In Germany, Isphording’s early glass engraving studies in the 1980s with FS Zwiesel and Franz X Hoeller were followed by a stint as an engraving instructor at the summer school Bild-Werk, Frauenau. She founded her first studio in Helminghausen, Germany, in 1989, but relocated to Vancouver, BC, Canada, in 2000 and switched her focus to casting.

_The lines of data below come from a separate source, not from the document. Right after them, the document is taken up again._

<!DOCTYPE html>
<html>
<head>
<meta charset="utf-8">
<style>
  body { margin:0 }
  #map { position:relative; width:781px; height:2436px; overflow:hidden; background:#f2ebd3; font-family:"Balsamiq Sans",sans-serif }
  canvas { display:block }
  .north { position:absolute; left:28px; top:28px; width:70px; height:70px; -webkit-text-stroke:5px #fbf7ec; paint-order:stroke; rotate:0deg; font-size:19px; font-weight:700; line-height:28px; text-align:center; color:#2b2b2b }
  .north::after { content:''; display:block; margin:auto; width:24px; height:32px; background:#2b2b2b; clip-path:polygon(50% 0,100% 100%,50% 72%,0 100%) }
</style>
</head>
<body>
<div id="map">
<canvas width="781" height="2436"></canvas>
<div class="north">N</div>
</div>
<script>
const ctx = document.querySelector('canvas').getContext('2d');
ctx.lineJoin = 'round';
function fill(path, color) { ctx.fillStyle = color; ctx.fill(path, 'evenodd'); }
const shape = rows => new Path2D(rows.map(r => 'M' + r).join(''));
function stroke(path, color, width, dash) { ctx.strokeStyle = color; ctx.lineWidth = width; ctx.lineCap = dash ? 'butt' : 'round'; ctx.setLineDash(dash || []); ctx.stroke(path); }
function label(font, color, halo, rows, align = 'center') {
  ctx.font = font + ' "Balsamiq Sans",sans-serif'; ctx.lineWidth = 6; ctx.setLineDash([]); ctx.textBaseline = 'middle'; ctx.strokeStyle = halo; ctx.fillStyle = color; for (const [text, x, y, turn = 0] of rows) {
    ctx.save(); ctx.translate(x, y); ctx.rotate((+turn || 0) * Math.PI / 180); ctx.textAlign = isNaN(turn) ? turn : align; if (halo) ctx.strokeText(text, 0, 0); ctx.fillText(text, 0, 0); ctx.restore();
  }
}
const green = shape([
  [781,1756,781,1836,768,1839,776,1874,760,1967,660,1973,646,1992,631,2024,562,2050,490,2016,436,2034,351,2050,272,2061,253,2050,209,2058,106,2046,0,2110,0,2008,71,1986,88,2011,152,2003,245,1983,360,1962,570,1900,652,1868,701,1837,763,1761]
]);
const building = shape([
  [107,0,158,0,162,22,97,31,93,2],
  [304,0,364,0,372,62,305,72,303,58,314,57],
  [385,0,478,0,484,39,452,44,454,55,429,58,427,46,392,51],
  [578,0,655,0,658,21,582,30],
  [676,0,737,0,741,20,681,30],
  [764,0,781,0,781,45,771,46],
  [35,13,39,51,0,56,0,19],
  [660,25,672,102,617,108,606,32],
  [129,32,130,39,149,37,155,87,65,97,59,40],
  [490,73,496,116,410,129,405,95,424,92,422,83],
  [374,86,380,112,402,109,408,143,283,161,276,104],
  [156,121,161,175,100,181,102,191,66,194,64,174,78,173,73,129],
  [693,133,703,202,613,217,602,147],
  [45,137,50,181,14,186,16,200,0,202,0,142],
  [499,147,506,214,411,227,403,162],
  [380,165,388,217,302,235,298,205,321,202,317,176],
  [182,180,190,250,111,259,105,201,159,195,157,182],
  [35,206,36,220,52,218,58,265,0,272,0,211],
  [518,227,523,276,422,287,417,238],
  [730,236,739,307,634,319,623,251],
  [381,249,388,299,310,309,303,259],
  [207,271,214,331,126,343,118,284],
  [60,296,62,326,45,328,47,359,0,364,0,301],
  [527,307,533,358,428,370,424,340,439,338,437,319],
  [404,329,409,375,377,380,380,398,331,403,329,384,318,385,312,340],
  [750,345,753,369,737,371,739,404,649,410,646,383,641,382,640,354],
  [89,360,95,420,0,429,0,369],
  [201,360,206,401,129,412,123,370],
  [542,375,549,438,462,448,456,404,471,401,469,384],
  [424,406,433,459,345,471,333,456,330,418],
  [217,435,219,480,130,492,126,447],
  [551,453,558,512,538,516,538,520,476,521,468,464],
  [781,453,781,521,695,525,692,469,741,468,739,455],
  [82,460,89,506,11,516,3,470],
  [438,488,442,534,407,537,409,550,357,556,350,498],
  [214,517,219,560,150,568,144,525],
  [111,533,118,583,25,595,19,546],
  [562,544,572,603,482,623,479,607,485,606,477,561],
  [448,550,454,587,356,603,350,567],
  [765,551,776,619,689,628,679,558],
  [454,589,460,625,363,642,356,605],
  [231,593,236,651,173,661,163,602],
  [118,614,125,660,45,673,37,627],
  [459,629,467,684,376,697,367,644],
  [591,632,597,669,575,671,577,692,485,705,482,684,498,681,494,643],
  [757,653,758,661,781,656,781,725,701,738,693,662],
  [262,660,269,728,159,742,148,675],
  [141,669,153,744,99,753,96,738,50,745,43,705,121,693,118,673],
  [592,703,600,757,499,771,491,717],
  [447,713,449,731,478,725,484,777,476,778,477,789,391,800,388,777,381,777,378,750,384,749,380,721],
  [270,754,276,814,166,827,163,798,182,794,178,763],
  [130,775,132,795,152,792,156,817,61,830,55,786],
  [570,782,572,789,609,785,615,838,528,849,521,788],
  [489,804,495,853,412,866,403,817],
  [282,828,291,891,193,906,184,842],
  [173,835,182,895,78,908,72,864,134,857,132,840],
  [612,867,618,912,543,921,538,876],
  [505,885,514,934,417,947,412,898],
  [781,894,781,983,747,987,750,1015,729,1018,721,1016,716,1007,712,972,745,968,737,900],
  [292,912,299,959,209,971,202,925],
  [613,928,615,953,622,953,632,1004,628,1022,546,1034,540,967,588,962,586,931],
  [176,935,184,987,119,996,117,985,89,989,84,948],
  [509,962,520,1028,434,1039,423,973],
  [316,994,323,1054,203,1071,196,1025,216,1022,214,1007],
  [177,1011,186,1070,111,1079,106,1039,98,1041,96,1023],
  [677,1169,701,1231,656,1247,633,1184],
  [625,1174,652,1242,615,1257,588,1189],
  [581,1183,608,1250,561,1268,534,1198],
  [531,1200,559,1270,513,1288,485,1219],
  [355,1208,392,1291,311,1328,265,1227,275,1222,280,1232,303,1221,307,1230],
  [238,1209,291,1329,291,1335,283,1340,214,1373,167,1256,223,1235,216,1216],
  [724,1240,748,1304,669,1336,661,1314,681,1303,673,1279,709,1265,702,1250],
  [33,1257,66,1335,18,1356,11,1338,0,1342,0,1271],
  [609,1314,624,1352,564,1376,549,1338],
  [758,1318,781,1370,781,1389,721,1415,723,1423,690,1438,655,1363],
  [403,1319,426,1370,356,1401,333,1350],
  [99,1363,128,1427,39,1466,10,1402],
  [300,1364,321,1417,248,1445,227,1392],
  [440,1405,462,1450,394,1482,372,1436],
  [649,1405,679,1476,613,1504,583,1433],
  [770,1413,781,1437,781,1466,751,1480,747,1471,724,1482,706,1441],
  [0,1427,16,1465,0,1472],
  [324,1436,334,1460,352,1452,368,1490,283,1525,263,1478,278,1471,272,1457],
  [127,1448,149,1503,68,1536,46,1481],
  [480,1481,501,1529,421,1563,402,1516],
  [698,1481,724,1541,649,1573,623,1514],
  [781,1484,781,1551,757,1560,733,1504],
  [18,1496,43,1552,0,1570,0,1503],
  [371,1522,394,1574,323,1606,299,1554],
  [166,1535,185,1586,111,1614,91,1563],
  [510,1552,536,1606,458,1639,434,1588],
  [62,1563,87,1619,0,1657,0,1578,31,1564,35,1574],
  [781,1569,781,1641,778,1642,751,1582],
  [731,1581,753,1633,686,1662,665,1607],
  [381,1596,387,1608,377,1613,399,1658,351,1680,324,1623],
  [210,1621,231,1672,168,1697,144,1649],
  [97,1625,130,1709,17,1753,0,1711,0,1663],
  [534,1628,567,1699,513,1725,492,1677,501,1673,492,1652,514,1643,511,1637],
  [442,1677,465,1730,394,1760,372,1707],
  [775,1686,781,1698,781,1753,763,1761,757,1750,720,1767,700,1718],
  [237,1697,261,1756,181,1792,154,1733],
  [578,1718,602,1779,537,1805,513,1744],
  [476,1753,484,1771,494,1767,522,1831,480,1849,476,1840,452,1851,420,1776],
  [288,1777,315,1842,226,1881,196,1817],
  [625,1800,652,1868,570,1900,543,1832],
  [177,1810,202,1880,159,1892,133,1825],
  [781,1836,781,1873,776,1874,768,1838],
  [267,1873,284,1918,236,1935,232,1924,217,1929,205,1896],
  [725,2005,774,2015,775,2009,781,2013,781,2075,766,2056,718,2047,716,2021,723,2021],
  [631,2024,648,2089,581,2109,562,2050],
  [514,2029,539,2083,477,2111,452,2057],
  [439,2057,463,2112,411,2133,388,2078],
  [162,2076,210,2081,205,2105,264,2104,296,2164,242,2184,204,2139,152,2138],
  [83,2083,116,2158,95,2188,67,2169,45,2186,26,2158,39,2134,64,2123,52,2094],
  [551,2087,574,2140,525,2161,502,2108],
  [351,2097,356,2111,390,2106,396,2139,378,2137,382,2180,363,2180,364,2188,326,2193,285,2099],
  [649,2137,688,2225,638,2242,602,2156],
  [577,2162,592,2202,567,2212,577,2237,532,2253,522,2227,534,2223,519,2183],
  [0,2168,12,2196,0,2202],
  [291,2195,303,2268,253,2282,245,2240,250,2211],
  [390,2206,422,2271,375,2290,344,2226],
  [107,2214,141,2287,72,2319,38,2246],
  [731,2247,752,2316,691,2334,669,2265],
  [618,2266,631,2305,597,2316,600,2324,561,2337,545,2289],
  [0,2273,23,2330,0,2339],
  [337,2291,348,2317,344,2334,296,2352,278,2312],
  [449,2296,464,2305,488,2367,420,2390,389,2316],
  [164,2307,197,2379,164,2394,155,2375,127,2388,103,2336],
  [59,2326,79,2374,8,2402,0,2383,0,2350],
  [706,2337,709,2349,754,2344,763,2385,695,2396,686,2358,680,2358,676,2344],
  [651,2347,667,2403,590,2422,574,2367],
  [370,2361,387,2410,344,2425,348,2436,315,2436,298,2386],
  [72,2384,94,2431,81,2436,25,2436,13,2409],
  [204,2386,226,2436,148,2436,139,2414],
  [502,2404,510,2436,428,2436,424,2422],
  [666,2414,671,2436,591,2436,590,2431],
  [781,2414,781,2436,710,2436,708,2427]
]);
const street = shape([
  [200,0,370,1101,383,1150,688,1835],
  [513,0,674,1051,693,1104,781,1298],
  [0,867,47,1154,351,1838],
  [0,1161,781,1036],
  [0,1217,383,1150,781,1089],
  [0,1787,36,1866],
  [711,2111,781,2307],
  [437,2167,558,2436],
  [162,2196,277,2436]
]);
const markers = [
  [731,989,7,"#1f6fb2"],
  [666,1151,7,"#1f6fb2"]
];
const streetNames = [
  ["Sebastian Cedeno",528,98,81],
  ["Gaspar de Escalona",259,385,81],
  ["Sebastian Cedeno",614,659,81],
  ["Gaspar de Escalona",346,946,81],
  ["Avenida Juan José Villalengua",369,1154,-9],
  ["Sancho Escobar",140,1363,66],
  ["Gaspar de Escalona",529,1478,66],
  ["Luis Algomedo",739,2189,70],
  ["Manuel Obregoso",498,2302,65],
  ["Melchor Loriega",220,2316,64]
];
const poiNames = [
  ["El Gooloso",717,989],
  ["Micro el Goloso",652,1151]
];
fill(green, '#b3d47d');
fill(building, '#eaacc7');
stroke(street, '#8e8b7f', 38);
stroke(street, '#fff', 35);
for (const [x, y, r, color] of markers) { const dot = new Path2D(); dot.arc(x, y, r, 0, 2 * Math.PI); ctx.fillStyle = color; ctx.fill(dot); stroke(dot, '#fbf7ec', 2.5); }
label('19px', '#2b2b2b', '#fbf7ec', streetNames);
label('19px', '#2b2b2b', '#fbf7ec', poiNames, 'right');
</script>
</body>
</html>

Isphording’s work has been exhibited in Europe and the United States, and collected by museums worldwide, including the Toledo Museum of Art, Toledo, Ohio; the Chrysler Museum of Art, Norfolk, VA; Museum of American Glass, Wheaton, NJ; Glass Museum Kamenicky Senov, Czech Republic; Museum of Applied Arts, Frankfurt; and Kuntsgewerbemuseum, Berlin Germany, among others. She has been juried into New Glass Review – the Corning Museum of Glass’ prestigious annual survey of cutting-edge glass – an unprecedented 10 times.

Many consider Isphording’s intimate sculptures among the most intriguing objects ever made from glass. They embody reverence for nature’s mysteries and explore the patterns and structures of nature without ever literally reproducing them. Often they evoke a mood as much as an image. Plants and marine creatures may echo in the forms, but ultimately, they are guided by the artist’s exquisite imagination.  

Isphording’s awards include 1998-2001 scholarships at Pilchuck Glass School, WA; 1995 scholarship at the Creative Glass Center of America, Wheaton Village, NJ; 1993-1994 scholarship at the Academy of Applied Arts, class Vladimir Kopecky, Prague, Czech Republic; 2011-2012 prizes in TGK Competition, Germany; 2004 Artist of the Month, Art Alliance for Contemporary Glass; 2001 prize, WG at BE Exhibition, Portland, OR; 1993 Bayrischer Staatspreis; and 1986 prize, Leistungswettbewerb der Handwerksjugend, Germany.

First modeled full-size in wax and then cast in glass, Isphording’s intricate compositions often require multiple firings. When finished, the sculptures have a tactile quality and emotional range that sets them apart from contemporary trends and renders them timeless. Each piece takes months to create – follow this link to learn more about her process. Demanding technical challenges coupled with the complexity of her forms conspire to limit her output.

This Friday, August 18 – September 1, 2023, Heller Gallery in NYC will present Isphording’s latest sculptures as part of their summer pop-up series titled Rotations.